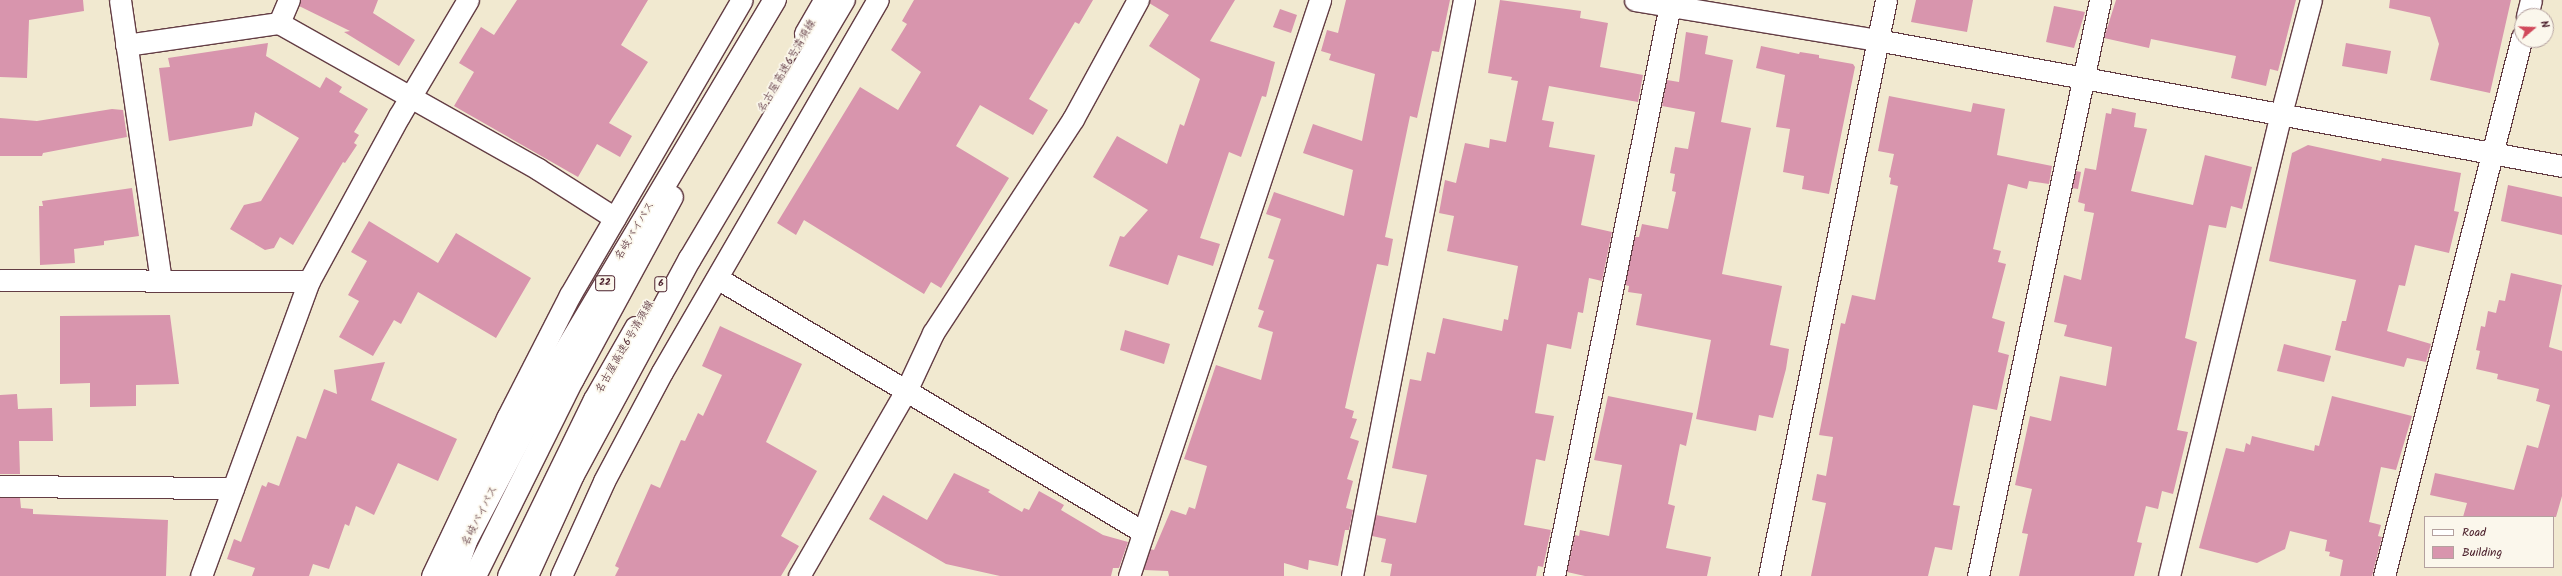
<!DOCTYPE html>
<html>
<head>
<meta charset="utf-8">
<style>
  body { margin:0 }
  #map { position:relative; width:2562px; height:576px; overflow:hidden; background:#f1e9d0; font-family:Kalam,"Klee One",sans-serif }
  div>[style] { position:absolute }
  .building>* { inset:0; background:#d895ad }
  .roads { filter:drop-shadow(1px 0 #633d44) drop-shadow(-1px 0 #633d44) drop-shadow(0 1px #633d44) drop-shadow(0 -1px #633d44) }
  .street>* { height:21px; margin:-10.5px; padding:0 10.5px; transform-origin:10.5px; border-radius:10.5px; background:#fff }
  .highway>* { height:22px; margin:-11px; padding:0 11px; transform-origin:11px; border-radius:11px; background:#fff }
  span { translate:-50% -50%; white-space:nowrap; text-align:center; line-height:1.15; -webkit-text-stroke:3.5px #fbf7ec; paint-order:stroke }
  .shield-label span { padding:1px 3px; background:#fbf7ec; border:1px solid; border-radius:3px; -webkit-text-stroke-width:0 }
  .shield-label { font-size:10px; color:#4a1f2b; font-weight:700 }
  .street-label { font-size:11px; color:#4a1f2b }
  .legend { position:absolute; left:2424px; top:516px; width:130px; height:52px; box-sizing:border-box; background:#fbf7ec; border:1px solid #b4a19f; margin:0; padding:5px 7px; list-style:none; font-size:12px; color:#4a1f2b }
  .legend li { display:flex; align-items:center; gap:8px; height:20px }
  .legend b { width:20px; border:1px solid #b4a19f }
  .north { position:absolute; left:2514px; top:8px; width:40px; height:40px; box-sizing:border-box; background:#fbf7ec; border:1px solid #b4a19f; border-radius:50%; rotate:71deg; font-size:11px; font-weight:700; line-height:16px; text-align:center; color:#4a1f2b }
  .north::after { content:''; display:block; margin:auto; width:14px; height:18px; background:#d1495b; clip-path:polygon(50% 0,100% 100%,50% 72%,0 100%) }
</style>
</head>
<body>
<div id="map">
  <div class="building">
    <div style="clip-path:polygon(0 0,83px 0,84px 11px,29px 20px,27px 78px,0 77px)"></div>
    <div style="clip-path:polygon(301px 0,378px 0,373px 13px,415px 40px,399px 66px,344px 32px,350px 31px,299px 6px)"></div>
    <div style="clip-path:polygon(517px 0,648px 0,621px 45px,648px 62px,609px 123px,632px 136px,620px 157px,597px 144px,578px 177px,454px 106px,474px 72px,459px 63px,481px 27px,494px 35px)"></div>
    <div style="clip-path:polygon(914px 0,1093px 0,1079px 24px,1075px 22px,1029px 99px,1048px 110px,1033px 135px,980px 105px,956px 146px,1009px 178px,941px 288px,931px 282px,924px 294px,804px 220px,796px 235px,777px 223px,860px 87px,898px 110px,921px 72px,891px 50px,907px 24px,902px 21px)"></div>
    <div style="clip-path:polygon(1150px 0,1235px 0,1210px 41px,1275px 62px,1266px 97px,1262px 96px,1241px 157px,1229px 152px,1200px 238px,1220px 244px,1213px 266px,1178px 255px,1168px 285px,1109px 266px,1120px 236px,1124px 237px,1148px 210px,1093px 177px,1117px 136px,1167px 164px,1180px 124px,1184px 126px,1200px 79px,1149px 46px,1169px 15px,1149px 3px)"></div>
    <div style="clip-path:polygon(1346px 0,1450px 0,1439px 52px,1432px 51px,1417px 118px,1410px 116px,1385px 237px,1393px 239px,1388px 266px,1377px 264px,1345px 408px,1354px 411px,1352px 418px,1357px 419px,1350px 438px,1359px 441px,1347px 479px,1353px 481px,1346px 508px,1353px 510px,1349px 530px,1345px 530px,1338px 566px,1309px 560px,1308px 570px,1284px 563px,1284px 576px,1169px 576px,1168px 571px,1144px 570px,1150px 549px,1154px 550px,1171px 510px,1186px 515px,1189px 507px,1195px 509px,1207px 466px,1184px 459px,1216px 365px,1261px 380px,1273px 332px,1258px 327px,1264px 311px,1258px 309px,1274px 260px,1268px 258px,1281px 219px,1266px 214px,1274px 192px,1344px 216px,1353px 170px,1303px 153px,1313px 124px,1362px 141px,1375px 74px,1329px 60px,1331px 54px,1321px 51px,1327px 30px,1338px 33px)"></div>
    <div style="clip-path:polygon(1500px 0,1581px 11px,1580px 18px,1608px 23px,1600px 67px,1643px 75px,1638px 102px,1549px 86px,1542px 120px,1554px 122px,1549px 147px,1595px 155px,1581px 225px,1612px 232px,1602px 281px,1589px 278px,1583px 313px,1578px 312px,1571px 349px,1547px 344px,1535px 413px,1554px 416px,1545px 461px,1536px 459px,1524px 525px,1551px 530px,1543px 567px,1538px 566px,1536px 576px,1390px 576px,1392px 564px,1381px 562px,1386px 539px,1372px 536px,1376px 515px,1416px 523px,1427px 475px,1392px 468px,1410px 379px,1421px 381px,1427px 352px,1435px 354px,1443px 318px,1502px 331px,1504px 319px,1508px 320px,1518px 266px,1447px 251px,1454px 216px,1439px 213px,1445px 180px,1456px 183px,1465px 143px,1489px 148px,1490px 139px,1506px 142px,1518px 81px,1511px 80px,1512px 77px,1488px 73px)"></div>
    <div style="clip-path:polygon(1916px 0,1973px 0,1967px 32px,1911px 22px)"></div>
    <div style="clip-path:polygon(2116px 0,2296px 0,2278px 71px,2270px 69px,2266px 86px,2231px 78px,2236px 56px,2151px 39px,2149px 48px,2104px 38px)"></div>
    <div style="clip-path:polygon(2390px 0,2511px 0,2490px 93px,2430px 80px,2439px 44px,2430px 17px,2389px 8px)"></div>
    <div style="clip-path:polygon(2054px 6px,2085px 12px,2074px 48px,2046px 42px)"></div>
    <div style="clip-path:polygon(1280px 9px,1297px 15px,1291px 33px,1273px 27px)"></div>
    <div style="clip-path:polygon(1686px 32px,1708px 36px,1705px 54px,1733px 60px,1721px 122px,1751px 128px,1722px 274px,1782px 286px,1770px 345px,1789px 349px,1786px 369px,1773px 418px,1759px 415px,1756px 431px,1696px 419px,1711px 340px,1636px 325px,1642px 294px,1628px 292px,1629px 286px,1625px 285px,1635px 237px,1639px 237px,1642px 224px,1668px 229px,1676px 192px,1672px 191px,1675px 174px,1670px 173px,1675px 147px,1688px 149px,1695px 112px,1662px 106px,1667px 80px,1679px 82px)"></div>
    <div style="clip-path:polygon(268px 43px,266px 56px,320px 88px,326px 77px,342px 87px,339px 92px,368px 109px,354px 132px,359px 135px,354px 143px,357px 145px,345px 163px,343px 162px,293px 245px,280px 237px,274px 248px,265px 250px,230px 229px,244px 205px,261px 201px,299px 138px,255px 112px,252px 126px,169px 141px,159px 68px,170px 67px,168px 58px)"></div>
    <div style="clip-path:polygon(2346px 43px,2391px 51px,2387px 74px,2342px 66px)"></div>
    <div style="clip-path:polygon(1761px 46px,1799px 54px,1800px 52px,1819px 55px,1819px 58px,1853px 64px,1855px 67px,1829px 194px,1802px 189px,1804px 176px,1783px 172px,1790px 129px,1776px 127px,1785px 75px,1756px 68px)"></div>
    <div style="clip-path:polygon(1889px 96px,1971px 112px,1973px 103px,2005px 109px,1997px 155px,2052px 166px,2049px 184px,2029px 181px,2027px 189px,2008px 184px,1993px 249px,2001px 251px,1998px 262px,2006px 264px,1992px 318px,2005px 322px,1998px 352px,2009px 355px,1997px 410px,1973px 405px,1953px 505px,1960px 506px,1952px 550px,1935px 547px,1928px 576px,1811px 576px,1826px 503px,1812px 500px,1817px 474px,1826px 476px,1833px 437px,1819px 435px,1841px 323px,1845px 324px,1852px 295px,1875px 300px,1898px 186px,1890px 184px,1891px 178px,1889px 177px,1894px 154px,1878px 151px)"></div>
    <div style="clip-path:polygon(2112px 108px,2136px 113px,2134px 127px,2147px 129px,2131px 191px,2193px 205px,2205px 155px,2252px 167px,2242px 209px,2231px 206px,2226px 228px,2209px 225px,2185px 338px,2197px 342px,2177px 430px,2188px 432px,2173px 494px,2162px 491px,2158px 509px,2146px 506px,2137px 542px,2142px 543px,2134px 576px,2019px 576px,2028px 534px,2022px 533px,2032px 489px,2015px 485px,2030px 416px,2051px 421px,2060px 376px,2106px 386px,2112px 347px,2064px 336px,2067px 325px,2054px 322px,2064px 275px,2081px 280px,2094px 213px,2084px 211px,2085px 204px,2078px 202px,2085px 168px,2096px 170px,2106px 113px,2111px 114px)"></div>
    <div style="clip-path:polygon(112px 109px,123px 110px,127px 137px,43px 153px,42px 156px,0 156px,0 118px,37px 121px)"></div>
    <div style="clip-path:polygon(2308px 145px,2381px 161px,2382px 158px,2461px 173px,2454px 211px,2459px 212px,2449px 253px,2415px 245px,2405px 286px,2399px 285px,2387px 331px,2431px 344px,2426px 362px,2407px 358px,2404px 367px,2335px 350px,2342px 321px,2346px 321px,2356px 280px,2269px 261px,2292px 153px)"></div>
    <div style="clip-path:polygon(2076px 171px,2081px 172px,2078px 189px,2072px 188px)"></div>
    <div style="clip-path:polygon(2508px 185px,2562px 197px,2562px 235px,2501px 221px)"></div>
    <div style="clip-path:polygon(132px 188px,139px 236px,104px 241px,104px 245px,74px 249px,75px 263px,40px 265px,39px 206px,43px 206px,42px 201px)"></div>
    <div style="clip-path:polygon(369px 221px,438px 263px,456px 233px,531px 278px,496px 338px,418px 292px,401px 324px,394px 320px,373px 356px,339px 337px,359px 301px,348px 295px,367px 261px,351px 252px)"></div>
    <div style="clip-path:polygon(2511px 273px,2562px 285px,2549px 347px,2562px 351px,2562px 496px,2556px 517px,2463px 517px,2467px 503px,2430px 495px,2435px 473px,2514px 490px,2527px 445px,2538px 448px,2550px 405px,2536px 401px,2539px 389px,2497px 379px,2498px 374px,2476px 369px,2480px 351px,2476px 350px,2481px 326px,2485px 327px,2488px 311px,2496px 313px,2499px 300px,2505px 301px)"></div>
    <div style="clip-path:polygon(170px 315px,179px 384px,136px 385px,136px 406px,90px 407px,90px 383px,60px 384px,60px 316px)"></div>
    <div style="clip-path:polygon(720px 326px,802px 364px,766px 442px,817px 471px,781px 536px,799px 546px,781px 576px,615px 576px,619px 568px,615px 566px,651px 484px,660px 488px,681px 440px,685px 441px,698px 413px,703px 416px,722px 375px,702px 366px)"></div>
    <div style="clip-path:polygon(1125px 330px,1170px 344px,1164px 364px,1120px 350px)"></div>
    <div style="clip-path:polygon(2284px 344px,2331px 356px,2324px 382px,2277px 371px)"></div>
    <div style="clip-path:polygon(385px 362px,371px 400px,457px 439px,438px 481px,398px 463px,374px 515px,356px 506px,349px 526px,345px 524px,329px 569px,313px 564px,309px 576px,252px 576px,255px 568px,227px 559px,234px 539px,241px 542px,262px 485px,266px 487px,268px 482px,279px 486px,297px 436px,306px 439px,324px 389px,337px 394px,334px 370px)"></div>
    <div style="clip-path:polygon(17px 394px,18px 409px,52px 408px,53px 441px,19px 441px,20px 474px,0 474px,0 395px)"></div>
    <div style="clip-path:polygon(1608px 396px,1693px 413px,1686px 446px,1680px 444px,1668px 504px,1675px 506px,1666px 548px,1711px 557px,1707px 576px,1585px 576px,1567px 572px,1575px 535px,1579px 536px,1580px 530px,1609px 536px,1622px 465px,1594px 460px)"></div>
    <div style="clip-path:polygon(2332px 396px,2412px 416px,2396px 470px,2381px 467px,2369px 522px,2381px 525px,2378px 536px,2382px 537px,2372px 576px,2340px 576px,2343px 560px,2329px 556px,2330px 552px,2325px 551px,2327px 540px,2290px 531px,2285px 549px,2257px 563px,2199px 548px,2226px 448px,2244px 452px,2246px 443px,2250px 445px,2252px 436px,2314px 451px,2315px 445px,2319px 446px)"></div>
    <div style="clip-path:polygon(954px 473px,990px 490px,988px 492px,1022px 512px,1024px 508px,1029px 510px,1039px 491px,1064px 505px,1061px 510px,1103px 535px,1128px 542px,1119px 568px,1113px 568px,1111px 576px,1000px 576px,946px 564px,869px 519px,883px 495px,927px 520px)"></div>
    <div style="clip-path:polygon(0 498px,20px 498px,21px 508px,33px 509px,33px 514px,168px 520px,166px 576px,0 576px)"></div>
  </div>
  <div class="roads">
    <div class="street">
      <div style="left:120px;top:0;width:283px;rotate:81.7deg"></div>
      <div style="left:1635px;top:0;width:245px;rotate:9.4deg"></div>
      <div style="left:1877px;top:40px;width:696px;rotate:10.42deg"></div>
      <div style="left:2527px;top:16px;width:16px;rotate:-76deg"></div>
      <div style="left:279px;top:23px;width:25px;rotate:-67deg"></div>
      <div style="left:126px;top:45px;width:155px;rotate:-8.2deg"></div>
      <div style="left:279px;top:23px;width:297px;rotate:29.4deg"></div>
      <div style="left:538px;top:169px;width:91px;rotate:32.5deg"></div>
      <div style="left:717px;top:278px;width:496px;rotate:30.8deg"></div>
      <div style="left:0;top:280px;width:309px;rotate:0.2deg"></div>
      <div style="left:0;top:486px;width:233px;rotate:0.5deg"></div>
      <div style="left:201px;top:576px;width:314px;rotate:-69.9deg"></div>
      <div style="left:309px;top:281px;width:188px;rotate:-61.4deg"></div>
      <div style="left:399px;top:116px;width:135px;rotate:-59.3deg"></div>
      <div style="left:432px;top:576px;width:175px;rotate:-64.6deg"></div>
      <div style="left:507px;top:418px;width:138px;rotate:-62.9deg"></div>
      <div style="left:570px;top:295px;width:341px;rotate:-59.8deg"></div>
      <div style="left:561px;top:576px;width:104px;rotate:-65.6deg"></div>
      <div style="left:604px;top:481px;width:123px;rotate:-62deg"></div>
      <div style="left:662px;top:372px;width:430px;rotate:-59.9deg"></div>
      <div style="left:799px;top:576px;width:214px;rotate:-60deg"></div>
      <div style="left:906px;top:391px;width:64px;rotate:-65deg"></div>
      <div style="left:933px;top:333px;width:256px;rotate:-56.8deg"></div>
      <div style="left:1073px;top:119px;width:136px;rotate:-61.4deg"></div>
      <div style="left:1129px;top:576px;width:607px;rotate:-71.65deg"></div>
      <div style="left:1352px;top:576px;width:587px;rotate:-79deg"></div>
      <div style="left:1554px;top:576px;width:588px;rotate:-78.52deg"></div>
      <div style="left:1769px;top:576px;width:588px;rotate:-78.52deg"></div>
      <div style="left:1978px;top:576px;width:589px;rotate:-78.04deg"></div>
      <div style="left:2169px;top:576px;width:475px;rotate:-76.4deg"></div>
      <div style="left:2281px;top:114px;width:118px;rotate:-75.3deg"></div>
      <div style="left:2384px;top:576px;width:556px;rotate:-75.64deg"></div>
    </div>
    <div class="highway">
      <div style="left:806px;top:34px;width:39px;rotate:-60deg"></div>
      <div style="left:454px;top:576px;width:37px;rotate:-71deg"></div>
      <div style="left:466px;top:541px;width:208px;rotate:-62.4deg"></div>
      <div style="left:562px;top:357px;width:416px;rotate:-59.2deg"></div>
      <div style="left:475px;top:576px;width:220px;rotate:-63.6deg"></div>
      <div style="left:573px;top:379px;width:207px;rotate:-61.5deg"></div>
      <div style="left:509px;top:576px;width:196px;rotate:-64deg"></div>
      <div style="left:595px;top:400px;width:83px;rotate:-60.3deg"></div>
      <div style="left:527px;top:576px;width:111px;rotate:-65.5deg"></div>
      <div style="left:573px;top:475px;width:246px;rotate:-61.6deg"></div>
      <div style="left:690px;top:259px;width:301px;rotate:-59.3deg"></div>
    </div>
  </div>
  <div class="shield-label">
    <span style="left:605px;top:283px">22</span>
    <span style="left:661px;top:284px">6</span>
  </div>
  <div class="street-label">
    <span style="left:787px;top:66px;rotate:-60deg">名古屋高速6号清須線</span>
    <span style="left:635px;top:231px;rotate:-59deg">名岐バイパス</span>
    <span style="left:625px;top:347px;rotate:-60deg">名古屋高速6号清須線</span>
    <span style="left:480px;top:516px;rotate:-63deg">名岐バイパス</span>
  </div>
  <ul class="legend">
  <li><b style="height:5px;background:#fff"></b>Road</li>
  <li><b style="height:11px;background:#d895ad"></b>Building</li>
  </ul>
  <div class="north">N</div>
</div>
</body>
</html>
--
* What is required *
The response should be the listing above, limited to the lines between the one holding "font-size:10px; color:#4a1f2b; font-weight:700" and the one holding "display:flex; align-items:center; gap:8px;", inclusive, reproduced exactly.

* Answer box *
  .shield-label { font-size:10px; color:#4a1f2b; font-weight:700 }
  .street-label { font-size:11px; color:#4a1f2b }
  .legend { position:absolute; left:2424px; top:516px; width:130px; height:52px; box-sizing:border-box; background:#fbf7ec; border:1px solid #b4a19f; margin:0; padding:5px 7px; list-style:none; font-size:12px; color:#4a1f2b }
  .legend li { display:flex; align-items:center; gap:8px; height:20px }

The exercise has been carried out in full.